‘I Want To Be A Teen Entrepreneur But The Government Won’t Let Me’

In January, Harry Johnson decided to jump on a plane to San Francisco to pursue his start-up dreams.
It’s a narrative we hear often in the Australian start-up sector, with our best and brightest swapping Silicon Beach for Silicon Valley in hopes of better investment opportunities and catching that big break. But Johnson’s motivations are different. In Australia, young start-up founders can’t incorporate a company until they turn 18.

Teen image from Shutterstock

Johnson turned 18 just this week, but by then it was too late for the eager entrepreneur: he’d already dropped out of school and got the ball rolling to set up his company — a location tracking app called Wombat, which swaps always-on GPS for text messaging technology to keep battery usage to a minimum — in the US.

Out of principle, he says he won’t be incorporating his company in Australia until the rules change.

“I tried to find ways to get past the issue,” Johnson explains.

“I tried to look for a co-founder [18 years or over] but the ones I wanted I couldn’t get and the ones who I could get I didn’t really want.”

While at least one company director must be 18 years old or over to register a company in Australia, in the UK the minimum age is just 16.

In the US, company law differs from state to state. Some have minimum age requirements, while others — including California, where start-up dreams are made — have none.

Johnson says registering a company in his name will help considerably when talking to investors, many of whom won’t engage with sole traders.

A company structure also takes the burden of financial liability off the founding individual. That’s a key ingredient in the high-risk tech start-up sector, where a more holistic attitude to failure can encourage innovation.

Johnson is not alone in his frustrations.
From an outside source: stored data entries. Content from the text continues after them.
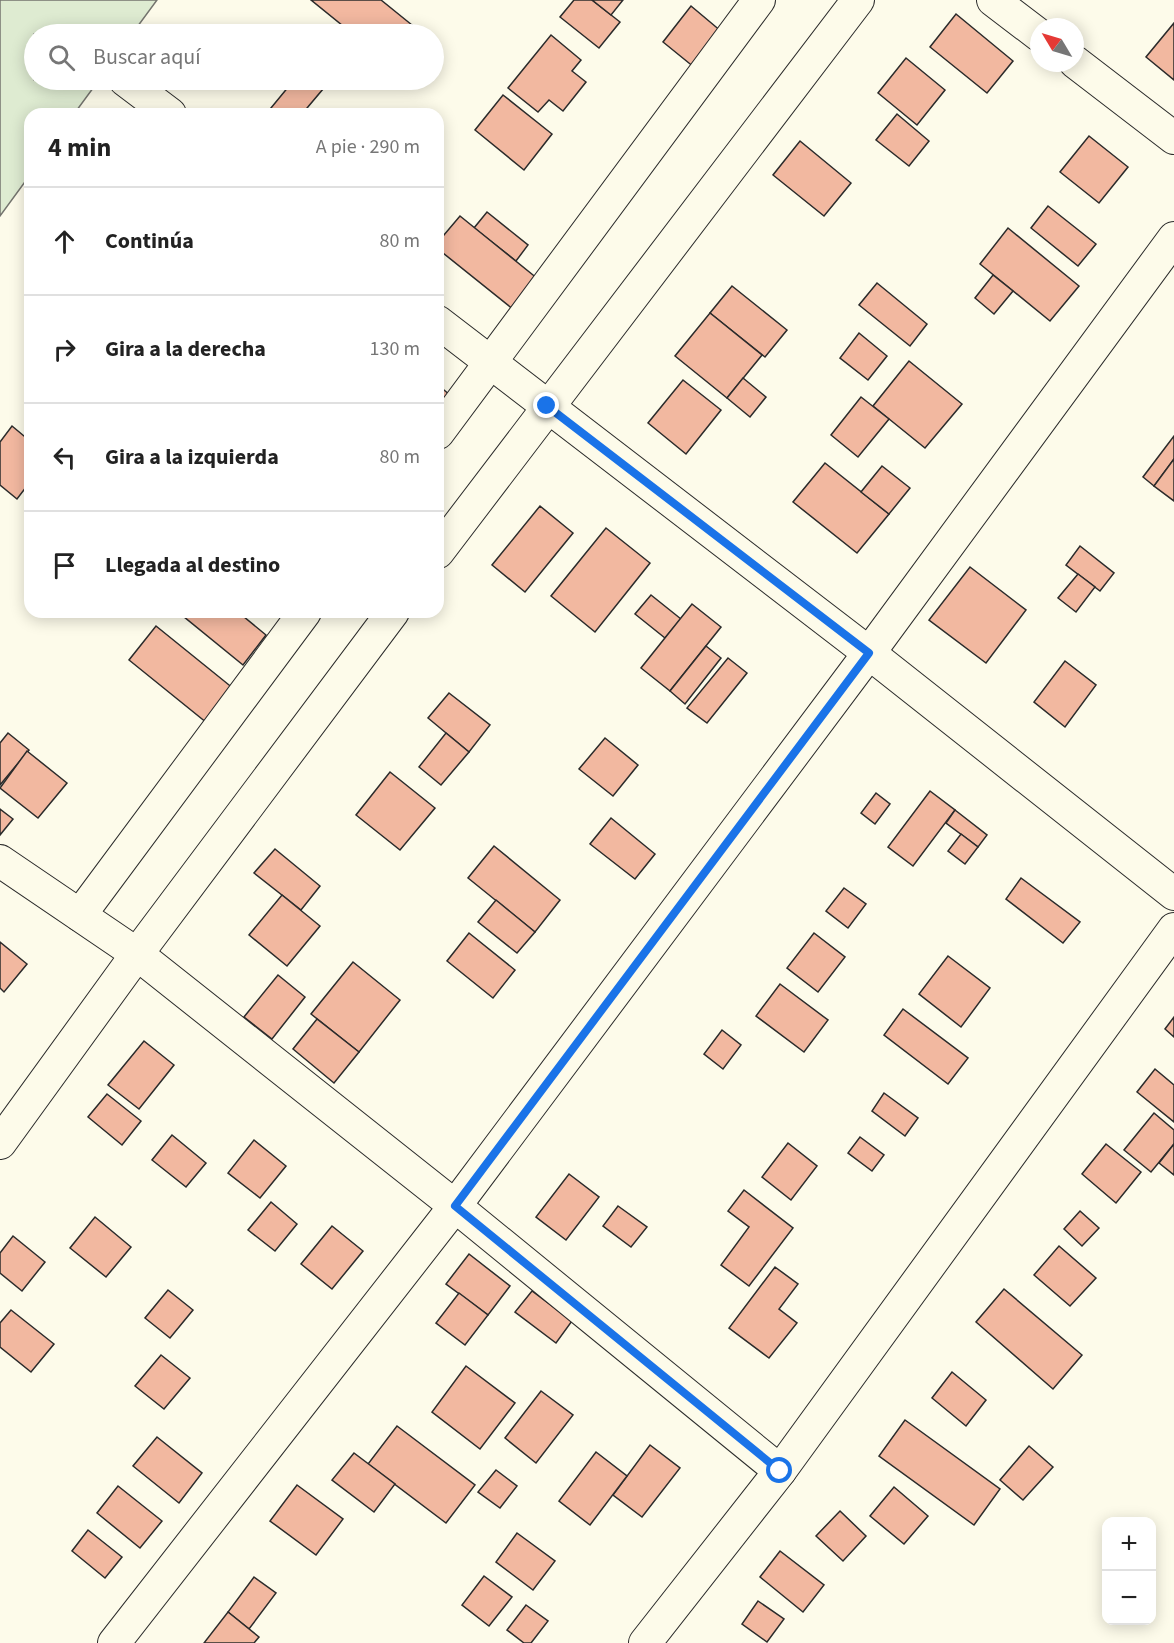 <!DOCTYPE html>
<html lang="es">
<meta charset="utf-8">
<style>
body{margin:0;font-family:"Source Sans 3",sans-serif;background:#f2f2f2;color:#222}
.controls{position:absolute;right:18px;bottom:18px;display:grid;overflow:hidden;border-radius:12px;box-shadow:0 3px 15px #0003}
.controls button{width:54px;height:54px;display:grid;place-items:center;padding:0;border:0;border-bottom:2px solid #e0e0e0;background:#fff;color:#222;font:30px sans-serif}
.compass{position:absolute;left:1030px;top:18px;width:54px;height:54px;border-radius:50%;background:#fff;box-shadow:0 3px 15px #0003;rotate:308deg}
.stop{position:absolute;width:18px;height:18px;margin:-14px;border:4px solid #1a73e8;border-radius:50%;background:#fff}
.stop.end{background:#1a73e8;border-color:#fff;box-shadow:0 2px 6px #0008}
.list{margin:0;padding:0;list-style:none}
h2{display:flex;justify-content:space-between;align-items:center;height:78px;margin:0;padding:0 24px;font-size:26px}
h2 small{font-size:20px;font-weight:400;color:#767676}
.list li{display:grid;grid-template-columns:39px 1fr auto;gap:18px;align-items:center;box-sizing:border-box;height:108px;padding:0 24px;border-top:2px solid #e0e0e0}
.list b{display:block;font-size:22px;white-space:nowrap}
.list em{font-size:20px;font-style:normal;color:#767676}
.icon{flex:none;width:33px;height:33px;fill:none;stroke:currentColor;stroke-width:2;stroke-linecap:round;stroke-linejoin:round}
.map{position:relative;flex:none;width:1174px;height:1643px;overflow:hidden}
.search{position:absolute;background:#fff;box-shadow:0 3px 15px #0003;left:24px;top:24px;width:420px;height:66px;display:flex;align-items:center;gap:15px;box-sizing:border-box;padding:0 21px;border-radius:33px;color:#767676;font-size:22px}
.panel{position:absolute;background:#fff;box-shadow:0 3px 15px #0003;left:24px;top:108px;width:420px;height:510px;border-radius:18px}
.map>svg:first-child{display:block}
.green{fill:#deebd1;stroke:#74746e;stroke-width:1.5}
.building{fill:#f2b8a0;stroke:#2b2b2b;stroke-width:1.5}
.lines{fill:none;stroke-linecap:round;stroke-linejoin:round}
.minor-casing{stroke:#2b2b2b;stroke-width:34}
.minor{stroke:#fdfbea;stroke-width:32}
.route{stroke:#1a73e8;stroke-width:8}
</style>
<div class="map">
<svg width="1174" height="1643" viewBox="0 0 1174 1643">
<rect width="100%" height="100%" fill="#fdfbea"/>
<path class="green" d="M 0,0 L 157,0 L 132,34 L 34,34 L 34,80 L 99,80 L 74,114 L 30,114 L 30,175 L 0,216 Z"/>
<g class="building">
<path d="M 311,0 L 381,0 L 412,25 L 405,34 L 353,34 Z"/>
<path d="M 574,0 L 592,0 L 620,22 L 599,48 L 560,17 Z"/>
<path d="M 592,0 L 623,0 L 611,15 Z"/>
<path d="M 691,6 L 728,37 L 700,72 L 663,42 Z"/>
<path d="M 956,14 L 1013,61 L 987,93 L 930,47 Z"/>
<path d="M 1174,23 L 1174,80 L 1146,57 Z"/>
<path d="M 551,35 L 581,60 L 572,71 L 586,82 L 563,111 L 549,100 L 538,112 L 508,88 Z"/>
<path d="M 906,58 L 945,90 L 917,125 L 878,93 Z"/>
<path d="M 294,80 L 312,80 L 323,89 L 302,114 L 266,114 Z"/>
<path d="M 503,95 L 552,134 L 524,170 L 475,130 Z"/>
<path d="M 897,114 L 929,141 L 909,166 L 876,140 Z"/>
<path d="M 1089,136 L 1128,167 L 1099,203 L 1060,172 Z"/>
<path d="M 800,141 L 851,183 L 824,216 L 773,175 Z"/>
<path d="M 1048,206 L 1096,244 L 1078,266 L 1031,228 Z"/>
<path d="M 487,212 L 528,245 L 516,261 L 474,228 Z"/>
<path d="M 460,216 L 538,279 L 514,310 L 438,249 L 438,242 Z"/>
<path d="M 1008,228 L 1079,286 L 1050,321 L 980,264 Z"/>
<path d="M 993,275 L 1013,291 L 994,314 L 975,298 Z"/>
<path d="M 877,283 L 927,324 L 910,346 L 859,305 Z"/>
<path d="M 732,286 L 787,330 L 765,357 L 710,313 Z"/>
<path d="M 710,313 L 762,355 L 727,398 L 675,356 Z"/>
<path d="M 859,333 L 887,356 L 868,380 L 840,358 Z"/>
<path d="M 909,361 L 962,404 L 925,448 L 873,406 Z"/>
<path d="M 743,378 L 766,397 L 750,417 L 727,398 Z"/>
<path d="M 683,380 L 721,410 L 686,454 L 648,423 Z"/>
<path d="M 438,385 L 450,395 L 438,411 Z"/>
<path d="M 861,397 L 889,419 L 858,457 L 831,435 Z"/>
<path d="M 12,426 L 30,441 L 30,482 L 17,499 L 0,485 L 0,442 Z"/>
<path d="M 1174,436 L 1174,459 L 1154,486 L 1143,477 Z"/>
<path d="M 1174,459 L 1174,501 L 1154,486 Z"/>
<path d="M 825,463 L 889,514 L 857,553 L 793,502 Z"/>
<path d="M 882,466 L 910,488 L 889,514 L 861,492 Z"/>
<path d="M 540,506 L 573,533 L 525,592 L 492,565 Z"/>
<path d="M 606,528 L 650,563 L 595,632 L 551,596 Z"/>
<path d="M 1080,546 L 1114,573 L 1100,591 L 1066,565 Z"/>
<path d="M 970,567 L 1026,610 L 986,663 L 929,620 Z"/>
<path d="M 1078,574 L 1095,587 L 1076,612 L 1058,598 Z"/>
<path d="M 651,595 L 681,619 L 665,638 L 635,614 Z"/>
<path d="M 692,604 L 721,627 L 670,691 L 641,668 Z"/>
<path d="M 186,612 L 238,612 L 266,635 L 243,665 L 183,616 Z"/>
<path d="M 156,626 L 234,689 L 207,723 L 129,660 Z"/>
<path d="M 706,646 L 721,658 L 685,704 L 670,691 Z"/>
<path d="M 728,658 L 747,673 L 707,723 L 687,708 Z"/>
<path d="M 1065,661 L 1096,685 L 1065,727 L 1034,702 Z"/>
<path d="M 449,693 L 490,725 L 469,752 L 428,718 Z"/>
<path d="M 8,733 L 29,750 L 0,785 L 0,743 Z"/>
<path d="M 446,733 L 469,752 L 441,785 L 419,767 Z"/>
<path d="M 605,738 L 638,765 L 613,796 L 579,769 Z"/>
<path d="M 27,751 L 67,783 L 38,818 L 0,788 Z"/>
<path d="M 390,772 L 435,808 L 400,850 L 356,815 Z"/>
<path d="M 930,791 L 955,810 L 913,866 L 888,847 Z"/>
<path d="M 876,793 L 890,804 L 875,824 L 861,813 Z"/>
<path d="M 0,809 L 13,819 L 0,835 Z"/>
<path d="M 955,810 L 987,835 L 978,847 L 946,823 Z"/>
<path d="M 611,818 L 655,854 L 635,879 L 590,844 Z"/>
<path d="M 961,834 L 978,847 L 965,864 L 948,851 Z"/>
<path d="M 494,846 L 560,900 L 535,932 L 468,878 Z"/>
<path d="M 275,849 L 320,886 L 301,910 L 254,873 Z"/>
<path d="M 1021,878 L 1080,922 L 1063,943 L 1006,899 Z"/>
<path d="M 844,888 L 866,904 L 848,928 L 826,911 Z"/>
<path d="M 282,895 L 320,926 L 287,966 L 249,935 Z"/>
<path d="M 496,900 L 535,932 L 517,953 L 478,922 Z"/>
<path d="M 469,933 L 515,970 L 493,998 L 447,961 Z"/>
<path d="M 814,933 L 845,957 L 818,992 L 787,968 Z"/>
<path d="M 0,942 L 27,964 L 4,992 L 0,988 Z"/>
<path d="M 948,956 L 990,988 L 961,1027 L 919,994 Z"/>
<path d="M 353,962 L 400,1000 L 359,1052 L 311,1014 Z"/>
<path d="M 278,975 L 305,997 L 272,1039 L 244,1017 Z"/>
<path d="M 780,984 L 828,1020 L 804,1052 L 756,1016 Z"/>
<path d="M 903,1009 L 968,1058 L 948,1084 L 884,1035 Z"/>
<path d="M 1174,1017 L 1174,1037 L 1165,1029 Z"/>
<path d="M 317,1019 L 359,1052 L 334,1083 L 293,1049 Z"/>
<path d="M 722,1030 L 741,1045 L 723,1069 L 704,1054 Z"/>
<path d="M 144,1041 L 174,1065 L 139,1109 L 108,1085 Z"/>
<path d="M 1155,1069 L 1174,1085 L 1174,1122 L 1137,1092 Z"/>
<path d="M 884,1093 L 918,1118 L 905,1136 L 872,1111 Z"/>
<path d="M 107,1094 L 141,1121 L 122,1145 L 88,1117 Z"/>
<path d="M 1154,1113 L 1174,1130 L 1174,1144 L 1151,1172 L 1124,1150 Z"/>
<path d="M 172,1135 L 206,1163 L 186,1187 L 152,1160 Z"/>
<path d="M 860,1137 L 884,1155 L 872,1171 L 848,1153 Z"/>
<path d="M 254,1140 L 286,1166 L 260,1198 L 228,1173 Z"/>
<path d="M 788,1143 L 817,1166 L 791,1200 L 762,1177 Z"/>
<path d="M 1106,1144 L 1141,1172 L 1116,1203 L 1082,1174 Z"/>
<path d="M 1174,1144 L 1174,1175 L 1159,1163 Z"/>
<path d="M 569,1174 L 599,1197 L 566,1240 L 536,1217 Z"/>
<path d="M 744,1190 L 793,1228 L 749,1286 L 721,1265 L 749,1227 L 728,1211 Z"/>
<path d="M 271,1202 L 297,1224 L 275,1251 L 248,1230 Z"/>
<path d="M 618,1206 L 647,1227 L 631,1247 L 603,1226 Z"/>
<path d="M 1080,1211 L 1099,1228 L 1082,1246 L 1064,1229 Z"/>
<path d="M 95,1217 L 131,1247 L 106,1277 L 70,1248 Z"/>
<path d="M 332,1226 L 363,1251 L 332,1289 L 301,1264 Z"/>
<path d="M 13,1236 L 45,1262 L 22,1291 L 0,1273 L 0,1253 Z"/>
<path d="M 1059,1246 L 1096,1278 L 1070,1306 L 1034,1275 Z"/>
<path d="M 469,1254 L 510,1286 L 488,1315 L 446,1284 Z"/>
<path d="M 775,1267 L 798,1284 L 779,1309 L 797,1323 L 769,1358 L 729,1328 Z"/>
<path d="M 1004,1289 L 1082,1355 L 1053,1389 L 976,1322 Z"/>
<path d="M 168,1290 L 193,1310 L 170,1338 L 145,1318 Z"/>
<path d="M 532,1291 L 572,1321 L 556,1343 L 515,1312 Z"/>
<path d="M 459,1293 L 488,1315 L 465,1345 L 436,1323 Z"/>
<path d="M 11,1310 L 54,1344 L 31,1372 L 0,1347 L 0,1323 Z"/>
<path d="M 161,1355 L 190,1378 L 164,1409 L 135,1386 Z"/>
<path d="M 466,1366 L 515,1403 L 480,1449 L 432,1412 Z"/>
<path d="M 952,1372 L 986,1400 L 966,1426 L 932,1398 Z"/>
<path d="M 541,1391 L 573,1415 L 536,1463 L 505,1438 Z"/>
<path d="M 905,1420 L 1000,1489 L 974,1525 L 879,1456 Z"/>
<path d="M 397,1426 L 475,1485 L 446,1523 L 368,1464 Z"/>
<path d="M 157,1437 L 202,1473 L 179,1503 L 133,1466 Z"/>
<path d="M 650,1445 L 680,1468 L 642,1517 L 613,1495 Z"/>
<path d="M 1029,1446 L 1053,1467 L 1023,1500 L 1000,1480 Z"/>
<path d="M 596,1452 L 627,1476 L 590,1525 L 559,1501 Z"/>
<path d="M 354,1453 L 395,1484 L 374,1512 L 332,1480 Z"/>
<path d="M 496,1470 L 517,1486 L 500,1508 L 478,1492 Z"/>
<path d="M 297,1485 L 343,1519 L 316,1555 L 270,1521 Z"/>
<path d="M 118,1486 L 162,1521 L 140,1548 L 97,1513 Z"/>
<path d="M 894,1487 L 928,1516 L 904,1544 L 870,1516 Z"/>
<path d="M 840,1511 L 866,1536 L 843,1561 L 816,1536 Z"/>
<path d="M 88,1530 L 122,1557 L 105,1578 L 72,1551 Z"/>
<path d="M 517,1533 L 555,1561 L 533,1590 L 496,1562 Z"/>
<path d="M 780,1551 L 824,1585 L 803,1612 L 760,1577 Z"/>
<path d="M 484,1576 L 512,1597 L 489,1626 L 462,1605 Z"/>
<path d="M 254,1577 L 276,1593 L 249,1629 L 228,1612 Z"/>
<path d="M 758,1601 L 784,1619 L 767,1642 L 742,1624 Z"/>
<path d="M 526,1605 L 548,1621 L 531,1643 L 524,1643 L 507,1630 Z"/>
<path d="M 228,1612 L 259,1637 L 254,1643 L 204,1643 Z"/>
</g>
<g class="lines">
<defs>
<g id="minor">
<path d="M 993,0 L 1039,35"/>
<path d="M 1075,62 L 1174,138"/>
<path d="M 125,80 L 170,114"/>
<path d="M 438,322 L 869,653 L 1174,894"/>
<path d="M 438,433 L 759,0"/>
<path d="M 438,552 L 858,0"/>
<path d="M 0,861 L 137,954 L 455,1206 L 780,1471"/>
<path d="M 80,915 L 305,612"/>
<path d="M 0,1143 L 137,954 L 393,612"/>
<path d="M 114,1643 L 455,1206 L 869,653 L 1174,238"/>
<path d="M 645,1643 L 780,1471 L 1174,929"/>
</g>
</defs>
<use href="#minor" class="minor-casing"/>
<use href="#minor" class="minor"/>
</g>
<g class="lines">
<path class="route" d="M 547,406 L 869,653 L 455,1206 L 780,1471"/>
</g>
</svg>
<div class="controls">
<button>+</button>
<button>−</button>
</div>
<svg class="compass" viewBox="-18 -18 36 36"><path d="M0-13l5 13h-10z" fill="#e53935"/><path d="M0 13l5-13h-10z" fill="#767676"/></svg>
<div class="stop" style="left:780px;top:1471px"></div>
<div class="stop end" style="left:547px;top:406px"></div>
<div class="search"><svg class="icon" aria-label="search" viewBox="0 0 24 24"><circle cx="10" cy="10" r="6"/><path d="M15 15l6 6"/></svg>Buscar aquí</div>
<section class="panel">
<h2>4 min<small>A pie · 290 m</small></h2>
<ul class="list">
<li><svg class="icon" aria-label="ahead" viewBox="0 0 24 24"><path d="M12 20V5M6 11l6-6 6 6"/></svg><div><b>Continúa</b></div><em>80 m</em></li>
<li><svg class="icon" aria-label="right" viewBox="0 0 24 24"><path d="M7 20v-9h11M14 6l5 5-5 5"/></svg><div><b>Gira a la derecha</b></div><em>130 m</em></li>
<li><svg class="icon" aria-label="left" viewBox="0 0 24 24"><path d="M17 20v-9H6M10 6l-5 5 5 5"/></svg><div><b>Gira a la izquierda</b></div><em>80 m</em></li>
<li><svg class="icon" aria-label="arrive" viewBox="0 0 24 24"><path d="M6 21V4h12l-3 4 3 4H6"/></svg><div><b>Llegada al destino</b></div></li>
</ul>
</section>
</div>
Sixteen-year-old Rafe Skidmore co-founded Stickasmile, which aims to bring happiness to the world — particularly to teenagers — through channels including social media, smiley stickers and merchandise.

He wants to register Stickasmile as a not-for-profit so he can use donations from its growing supporter base to fund the project, rather than his own money.

“If the government could change this [age restriction] I think there would be a heap more start-ups in Australia,” he says.

“It would encourage young people. I know heaps of people my age who have ideas to start companies.”
Fellow Glenaeon Steiner School student Harrison Shoebridge, 17, founded a coding club for Sydney kids called Hack Lab.

Harrison says he used to have to use his dad’s name when submitting the iPhone apps he created to the Apple App Store. He found the experience off-putting and says he would have been “way more productive” in his coding pursuits if he hadn’t been made to jump through hoops.

“In my eyes it pretty much sends the signal of ‘You’re not good enough to do this by yourself until you are 18’,” he says.

Harrison believes the message the age restriction sends to young people about entrepreneurship is “very contradictory” to the government’s National Innovation and Science Agenda, announced in December.

Federal assistant minister for innovation Wyatt Roy says the age restriction is worthy of further consideration. However, the government currently has no formal plans to address it.

Roy says he became aware of the issue after speaking with 11-year-old entrepreneur William Grame, who invented a prototype of a diabetes test-strip disposal unit.

“I’m not suggesting company directors as young as Will, but at the very least we should have a look at what other countries are doing,” the minister says.

Victorian minister for innovation Philip Dalidakis also says there would be “positives in such a change”. However, any change to age restrictions on company directors will need to happen at the federal level.

William Grame was able to appoint family members as co-chief executives of his company, Diabetes Domination. Not all ambitious kids necessarily have that level of support at home or elsewhere to help their bright ideas grow, however.

Victor Zhang, co-founder of not-for-profit organisation Generation Entrepreneur, which supports and encourages high school students who want to start their own ventures, says the age limitation can discourage young people from incorporating companies altogether, or to find loopholes — like shifting their business overseas.

According to the national start-up industry survey StartupMuster, nearly one in five start-ups is considering a move overseas, while one in four is considering a capital raising overseas in the future.
Zhang says support for school aged entrepreneurs is growing in Australia but remains missing from the government’s recent investments in innovation and entrepreneurship.

“There is almost nothing in the high school sector helping young entrepreneurs,” he says.
StartupMuster statistics show teenagers make up just a small portion — 1.3 per cent — of Australia’s start-up community.

However StartupMuster chief executive Monica Wulff says that number could grow if impediments such as company age requirements were removed.

“I think there is an opportunity to delve further into that,” she says.

“I can really understand the frustration young entrepreneurs would have if they were able to get through other barriers in the whole start-up development process — only to have the last hurdle be a tax or legal issue of this nature. It is saddening,” Wulff says.

Peter Bradd, founding director and chairman at StartupAUS, says the industry advocacy body “definitely wants to see more kids exposed to entrepreneurship at a young age”, and sees “no reason” why capable young people like Harry, Harrison and Rafe shouldn’t be able to start a company.

“It’s part of the cultural change Australia needs,” he says.